• What is needed
Give the number of lines in these entries that contain "nowrap", and nothing more.

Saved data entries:
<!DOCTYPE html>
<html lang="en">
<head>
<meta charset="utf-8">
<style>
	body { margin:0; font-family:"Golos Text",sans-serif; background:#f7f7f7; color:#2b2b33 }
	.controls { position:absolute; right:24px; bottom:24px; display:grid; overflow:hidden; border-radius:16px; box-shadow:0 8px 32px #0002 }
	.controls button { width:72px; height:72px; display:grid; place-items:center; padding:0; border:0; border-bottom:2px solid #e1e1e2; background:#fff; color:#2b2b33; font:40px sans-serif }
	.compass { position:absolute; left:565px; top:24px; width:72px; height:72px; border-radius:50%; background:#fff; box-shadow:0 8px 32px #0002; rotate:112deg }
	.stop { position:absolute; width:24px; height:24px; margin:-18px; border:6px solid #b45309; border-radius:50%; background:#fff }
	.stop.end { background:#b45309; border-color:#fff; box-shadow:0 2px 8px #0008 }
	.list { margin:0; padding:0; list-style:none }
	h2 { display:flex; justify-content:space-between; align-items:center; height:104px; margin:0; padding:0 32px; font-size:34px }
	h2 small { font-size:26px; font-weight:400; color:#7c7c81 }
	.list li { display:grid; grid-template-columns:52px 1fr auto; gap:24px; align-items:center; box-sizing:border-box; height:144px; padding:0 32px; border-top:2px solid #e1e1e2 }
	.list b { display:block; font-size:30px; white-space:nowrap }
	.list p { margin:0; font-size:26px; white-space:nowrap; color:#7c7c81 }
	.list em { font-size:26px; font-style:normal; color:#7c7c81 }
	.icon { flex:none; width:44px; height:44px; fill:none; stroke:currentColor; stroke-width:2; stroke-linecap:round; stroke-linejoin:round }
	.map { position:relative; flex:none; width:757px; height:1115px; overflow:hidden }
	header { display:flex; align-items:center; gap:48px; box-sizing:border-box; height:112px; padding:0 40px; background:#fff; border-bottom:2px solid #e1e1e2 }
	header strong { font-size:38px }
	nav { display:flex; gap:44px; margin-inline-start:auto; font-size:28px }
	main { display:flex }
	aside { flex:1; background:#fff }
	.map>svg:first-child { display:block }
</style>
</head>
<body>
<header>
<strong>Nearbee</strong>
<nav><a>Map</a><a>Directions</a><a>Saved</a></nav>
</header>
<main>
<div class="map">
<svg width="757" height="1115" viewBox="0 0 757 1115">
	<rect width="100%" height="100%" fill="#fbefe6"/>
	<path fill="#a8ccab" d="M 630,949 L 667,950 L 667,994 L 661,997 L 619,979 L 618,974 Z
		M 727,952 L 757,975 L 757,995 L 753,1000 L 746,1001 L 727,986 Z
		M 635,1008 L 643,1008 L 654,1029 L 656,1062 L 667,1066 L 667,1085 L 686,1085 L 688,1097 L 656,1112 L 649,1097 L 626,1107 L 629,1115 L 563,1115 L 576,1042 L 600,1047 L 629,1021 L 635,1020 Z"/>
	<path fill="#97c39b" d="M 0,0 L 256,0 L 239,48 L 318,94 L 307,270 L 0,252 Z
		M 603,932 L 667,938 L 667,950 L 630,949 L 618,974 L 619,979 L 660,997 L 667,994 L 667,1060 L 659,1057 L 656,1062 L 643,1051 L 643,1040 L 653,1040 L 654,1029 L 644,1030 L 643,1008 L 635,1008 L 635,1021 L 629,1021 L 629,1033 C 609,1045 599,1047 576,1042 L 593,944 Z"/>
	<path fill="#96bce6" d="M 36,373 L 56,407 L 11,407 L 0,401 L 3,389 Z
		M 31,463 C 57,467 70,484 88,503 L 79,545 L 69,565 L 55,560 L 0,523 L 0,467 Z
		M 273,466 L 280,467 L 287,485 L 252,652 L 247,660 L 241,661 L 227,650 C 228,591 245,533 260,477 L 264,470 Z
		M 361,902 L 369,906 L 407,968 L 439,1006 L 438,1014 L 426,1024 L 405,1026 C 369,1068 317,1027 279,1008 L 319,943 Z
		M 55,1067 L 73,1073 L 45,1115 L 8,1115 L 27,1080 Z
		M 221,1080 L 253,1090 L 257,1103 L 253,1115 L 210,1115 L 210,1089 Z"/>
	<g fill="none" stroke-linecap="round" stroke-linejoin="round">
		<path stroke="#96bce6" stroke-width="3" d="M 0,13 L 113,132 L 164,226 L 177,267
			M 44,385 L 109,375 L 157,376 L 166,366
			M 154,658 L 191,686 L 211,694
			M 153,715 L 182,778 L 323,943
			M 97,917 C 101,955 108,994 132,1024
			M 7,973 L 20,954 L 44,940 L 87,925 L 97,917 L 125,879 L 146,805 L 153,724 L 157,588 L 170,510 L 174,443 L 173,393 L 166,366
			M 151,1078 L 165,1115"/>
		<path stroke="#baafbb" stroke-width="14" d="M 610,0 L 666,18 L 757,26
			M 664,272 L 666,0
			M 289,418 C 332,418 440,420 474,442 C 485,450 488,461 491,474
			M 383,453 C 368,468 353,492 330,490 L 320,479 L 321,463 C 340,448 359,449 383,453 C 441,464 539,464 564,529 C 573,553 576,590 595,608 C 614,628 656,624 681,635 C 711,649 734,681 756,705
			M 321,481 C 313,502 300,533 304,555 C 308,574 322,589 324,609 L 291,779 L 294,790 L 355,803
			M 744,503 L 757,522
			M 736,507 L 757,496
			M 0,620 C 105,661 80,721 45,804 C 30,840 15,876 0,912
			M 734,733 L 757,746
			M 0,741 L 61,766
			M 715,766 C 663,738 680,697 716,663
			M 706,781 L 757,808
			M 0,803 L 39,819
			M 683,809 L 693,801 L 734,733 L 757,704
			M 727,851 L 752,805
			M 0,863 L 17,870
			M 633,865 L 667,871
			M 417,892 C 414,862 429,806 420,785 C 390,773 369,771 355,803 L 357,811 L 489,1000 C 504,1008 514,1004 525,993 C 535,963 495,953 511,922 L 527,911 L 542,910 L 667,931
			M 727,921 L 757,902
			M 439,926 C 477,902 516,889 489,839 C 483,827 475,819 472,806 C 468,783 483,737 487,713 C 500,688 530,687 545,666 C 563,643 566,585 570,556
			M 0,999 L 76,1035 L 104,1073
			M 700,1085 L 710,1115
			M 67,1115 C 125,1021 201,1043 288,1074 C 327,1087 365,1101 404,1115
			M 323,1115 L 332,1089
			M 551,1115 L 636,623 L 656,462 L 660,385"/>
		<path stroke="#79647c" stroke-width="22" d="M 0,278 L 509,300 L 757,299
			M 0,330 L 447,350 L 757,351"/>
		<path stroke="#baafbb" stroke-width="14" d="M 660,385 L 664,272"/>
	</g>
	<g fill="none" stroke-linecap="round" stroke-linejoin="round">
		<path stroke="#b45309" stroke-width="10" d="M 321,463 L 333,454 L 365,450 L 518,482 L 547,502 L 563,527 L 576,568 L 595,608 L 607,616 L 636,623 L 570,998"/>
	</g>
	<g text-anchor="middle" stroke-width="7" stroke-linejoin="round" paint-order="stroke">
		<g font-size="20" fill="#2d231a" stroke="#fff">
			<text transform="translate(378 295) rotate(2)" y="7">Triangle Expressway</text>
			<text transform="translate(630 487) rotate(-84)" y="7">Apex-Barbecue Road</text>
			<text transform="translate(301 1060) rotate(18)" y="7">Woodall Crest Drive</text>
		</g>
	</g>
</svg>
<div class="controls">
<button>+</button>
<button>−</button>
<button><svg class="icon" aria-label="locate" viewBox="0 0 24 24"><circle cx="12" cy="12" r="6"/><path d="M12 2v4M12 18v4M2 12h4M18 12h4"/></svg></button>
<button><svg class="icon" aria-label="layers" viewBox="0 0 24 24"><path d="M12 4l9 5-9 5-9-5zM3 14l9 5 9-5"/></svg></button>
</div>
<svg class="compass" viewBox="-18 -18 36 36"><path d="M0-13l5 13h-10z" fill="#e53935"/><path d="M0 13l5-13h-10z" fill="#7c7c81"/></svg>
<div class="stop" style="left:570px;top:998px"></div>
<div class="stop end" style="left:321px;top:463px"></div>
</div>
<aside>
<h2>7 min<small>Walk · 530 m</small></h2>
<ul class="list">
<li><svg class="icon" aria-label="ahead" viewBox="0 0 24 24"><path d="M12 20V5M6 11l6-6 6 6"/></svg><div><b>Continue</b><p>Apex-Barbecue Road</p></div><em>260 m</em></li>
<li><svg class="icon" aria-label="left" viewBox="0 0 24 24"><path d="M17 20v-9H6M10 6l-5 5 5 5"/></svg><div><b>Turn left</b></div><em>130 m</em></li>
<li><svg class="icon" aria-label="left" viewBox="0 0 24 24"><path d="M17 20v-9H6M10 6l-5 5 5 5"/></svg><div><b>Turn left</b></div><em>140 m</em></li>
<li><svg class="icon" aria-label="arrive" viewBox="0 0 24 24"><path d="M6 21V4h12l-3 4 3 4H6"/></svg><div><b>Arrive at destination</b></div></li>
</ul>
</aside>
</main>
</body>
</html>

• Response to the exercise
2